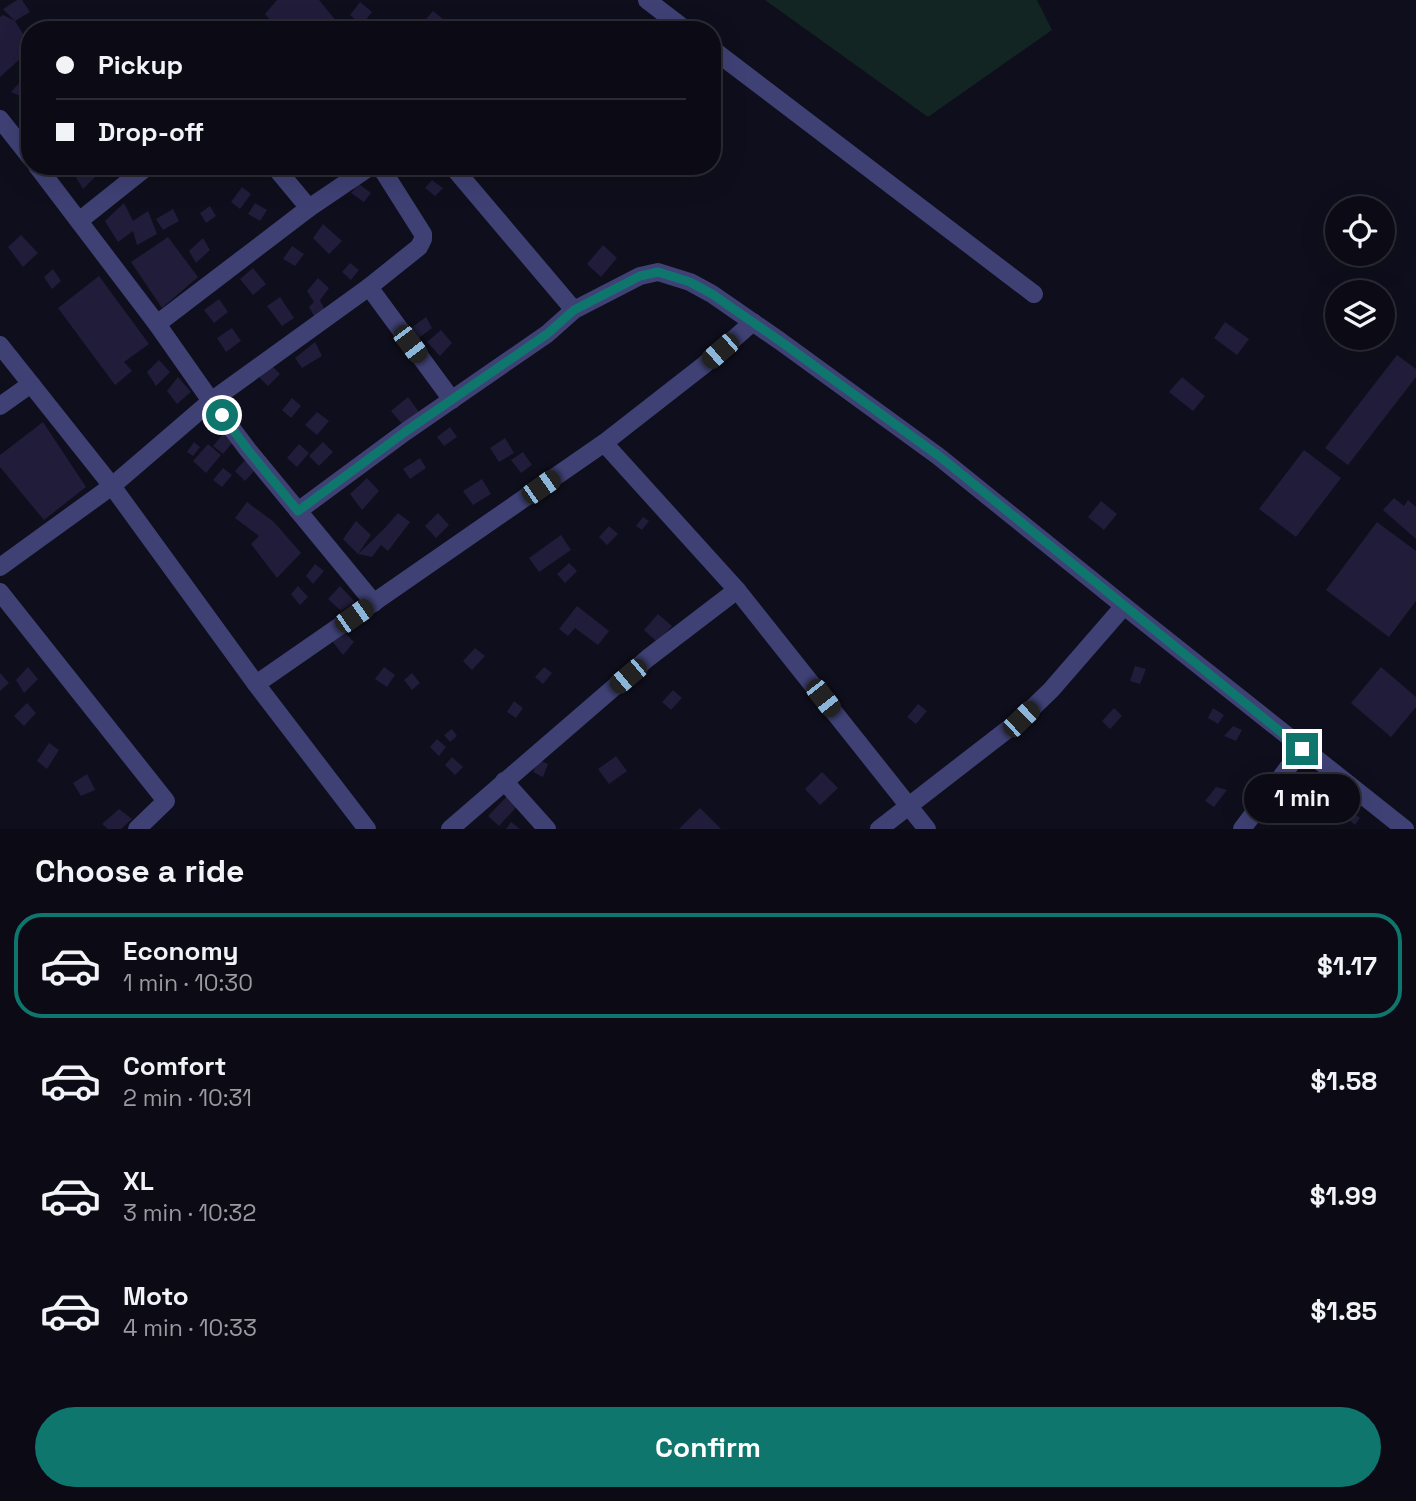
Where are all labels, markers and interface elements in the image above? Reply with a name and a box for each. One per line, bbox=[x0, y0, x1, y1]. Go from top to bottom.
text: Pickup bbox=[98, 48, 183, 82]
text: Drop-off bbox=[98, 115, 204, 149]
map controls bbox=[1325, 196, 1395, 350]
button: locate bbox=[1325, 196, 1395, 266]
button: layers bbox=[1325, 280, 1395, 350]
car bbox=[389, 321, 432, 367]
car bbox=[698, 329, 743, 373]
route start bbox=[206, 399, 238, 431]
car bbox=[518, 466, 565, 508]
car bbox=[331, 595, 378, 637]
car bbox=[606, 654, 651, 698]
car bbox=[802, 675, 845, 721]
car bbox=[999, 697, 1044, 741]
route end bbox=[1286, 733, 1318, 765]
callout: 1 min bbox=[1244, 774, 1360, 822]
text: 1 min bbox=[1274, 783, 1330, 813]
text: Choose a ride bbox=[35, 851, 245, 891]
icon: car bbox=[39, 934, 102, 997]
text: Economy bbox=[123, 934, 239, 968]
text: $1.17 bbox=[1317, 949, 1377, 983]
text: 1 min · 10:30 bbox=[123, 968, 253, 998]
icon: car bbox=[39, 1049, 102, 1112]
text: Comfort bbox=[123, 1049, 226, 1083]
text: $1.58 bbox=[1311, 1064, 1377, 1098]
text: 2 min · 10:31 bbox=[123, 1083, 252, 1113]
icon: car bbox=[39, 1164, 102, 1227]
text: XL bbox=[123, 1164, 154, 1198]
text: $1.99 bbox=[1310, 1179, 1377, 1213]
text: 3 min · 10:32 bbox=[123, 1198, 256, 1228]
icon: car bbox=[39, 1279, 102, 1342]
text: Moto bbox=[123, 1279, 189, 1313]
text: $1.85 bbox=[1311, 1294, 1377, 1328]
text: 4 min · 10:33 bbox=[123, 1313, 257, 1343]
button: Confirm bbox=[35, 1407, 1381, 1487]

● ● ● ● ●

### TASK INSTRUCTIONS
Every entry above, pictures excluded, needs to be duplicated exactly.

### ANSWER SECTION
Where are all labels, markers and interface elements in the image above? Reply with a name and a box for each. One per line, bbox=[x0, y0, x1, y1]. Go from top to bottom.
text: Pickup bbox=[98, 48, 183, 82]
text: Drop-off bbox=[98, 115, 204, 149]
map controls bbox=[1325, 196, 1395, 350]
button: locate bbox=[1325, 196, 1395, 266]
button: layers bbox=[1325, 280, 1395, 350]
car bbox=[389, 321, 432, 367]
car bbox=[698, 329, 743, 373]
route start bbox=[206, 399, 238, 431]
car bbox=[518, 466, 565, 508]
car bbox=[331, 595, 378, 637]
car bbox=[606, 654, 651, 698]
car bbox=[802, 675, 845, 721]
car bbox=[999, 697, 1044, 741]
route end bbox=[1286, 733, 1318, 765]
callout: 1 min bbox=[1244, 774, 1360, 822]
text: 1 min bbox=[1274, 783, 1330, 813]
text: Choose a ride bbox=[35, 851, 245, 891]
icon: car bbox=[39, 934, 102, 997]
text: Economy bbox=[123, 934, 239, 968]
text: $1.17 bbox=[1317, 949, 1377, 983]
text: 1 min · 10:30 bbox=[123, 968, 253, 998]
icon: car bbox=[39, 1049, 102, 1112]
text: Comfort bbox=[123, 1049, 226, 1083]
text: $1.58 bbox=[1311, 1064, 1377, 1098]
text: 2 min · 10:31 bbox=[123, 1083, 252, 1113]
icon: car bbox=[39, 1164, 102, 1227]
text: XL bbox=[123, 1164, 154, 1198]
text: $1.99 bbox=[1310, 1179, 1377, 1213]
text: 3 min · 10:32 bbox=[123, 1198, 256, 1228]
icon: car bbox=[39, 1279, 102, 1342]
text: Moto bbox=[123, 1279, 189, 1313]
text: $1.85 bbox=[1311, 1294, 1377, 1328]
text: 4 min · 10:33 bbox=[123, 1313, 257, 1343]
button: Confirm bbox=[35, 1407, 1381, 1487]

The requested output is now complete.